§ **Required work**
An unchanged copy of all the lines below is expected, and it should contain no pictures.

§ **Material provided**

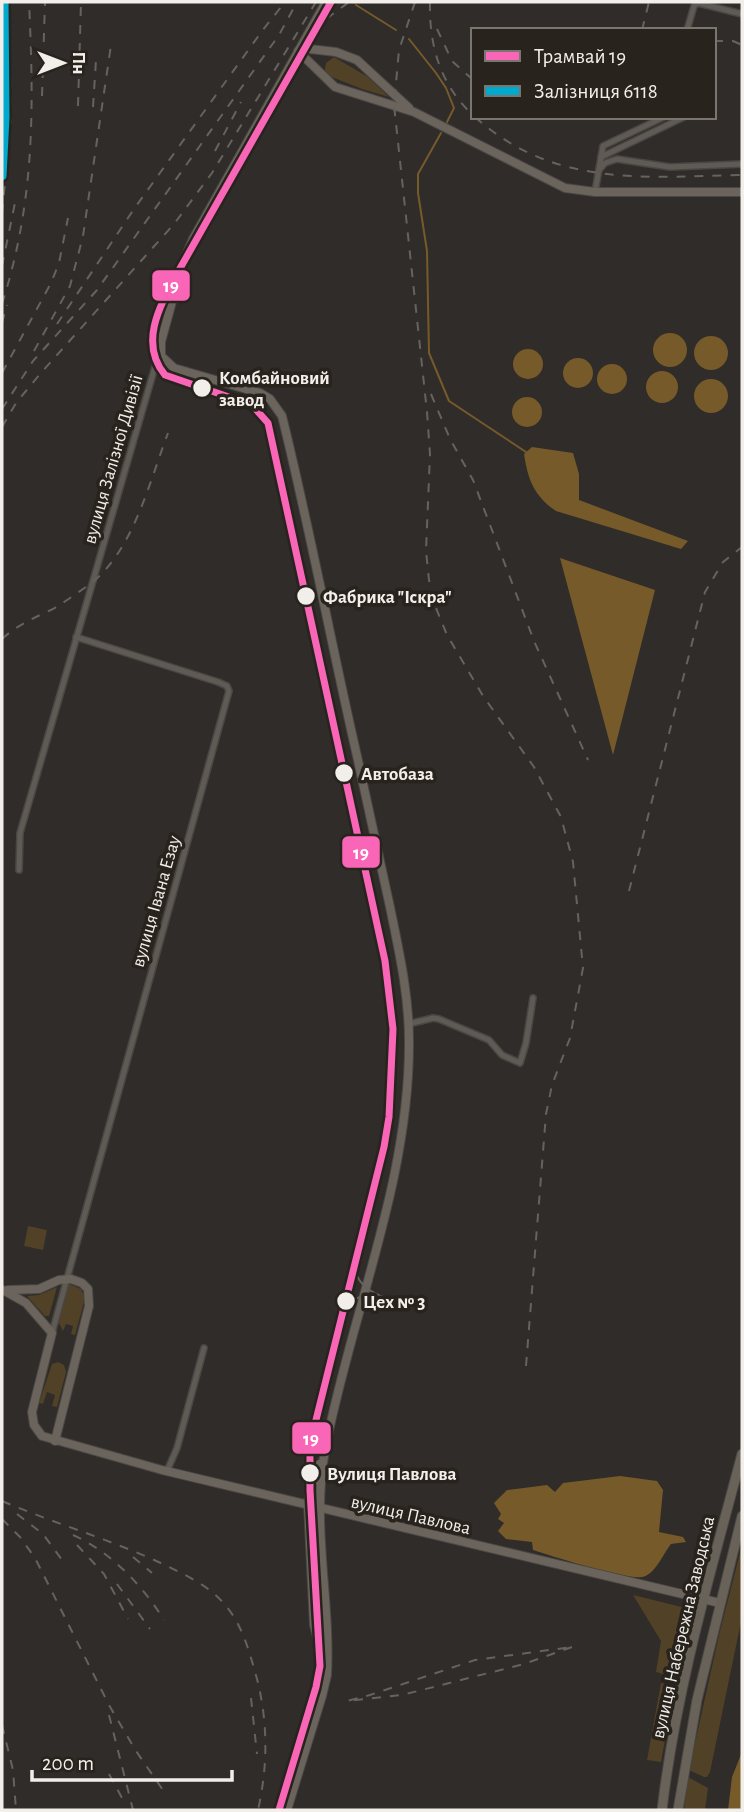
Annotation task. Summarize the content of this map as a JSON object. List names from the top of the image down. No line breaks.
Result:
{"streets":{"main road":["вулиця Набережна Заводська"],"street":["вулиця Залізної Дивізії","вулиця Івана Езау","вулиця Павлова"]},"crossings":[["вулиця Залізної Дивізії","вулиця Івана Езау"],["вулиця Івана Езау","вулиця Павлова"],["вулиця Павлова","вулиця Набережна Заводська"]],"places":["Комбайновий завод","Фабрика \"Іскра\"","Автобаза","Цех № 3","Вулиця Павлова"],"lines":["tram line 19","rail line 6118"],"legend":["Трамвай 19","Залізниця 6118"],"scale_bar":"200 m","north":"right"}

§ **Task solution**
Annotation task. Summarize the content of this map as a JSON object. List names from the top of the image down. No line breaks.
Result:
{"streets":{"main road":["вулиця Набережна Заводська"],"street":["вулиця Залізної Дивізії","вулиця Івана Езау","вулиця Павлова"]},"crossings":[["вулиця Залізної Дивізії","вулиця Івана Езау"],["вулиця Івана Езау","вулиця Павлова"],["вулиця Павлова","вулиця Набережна Заводська"]],"places":["Комбайновий завод","Фабрика \"Іскра\"","Автобаза","Цех № 3","Вулиця Павлова"],"lines":["tram line 19","rail line 6118"],"legend":["Трамвай 19","Залізниця 6118"],"scale_bar":"200 m","north":"right"}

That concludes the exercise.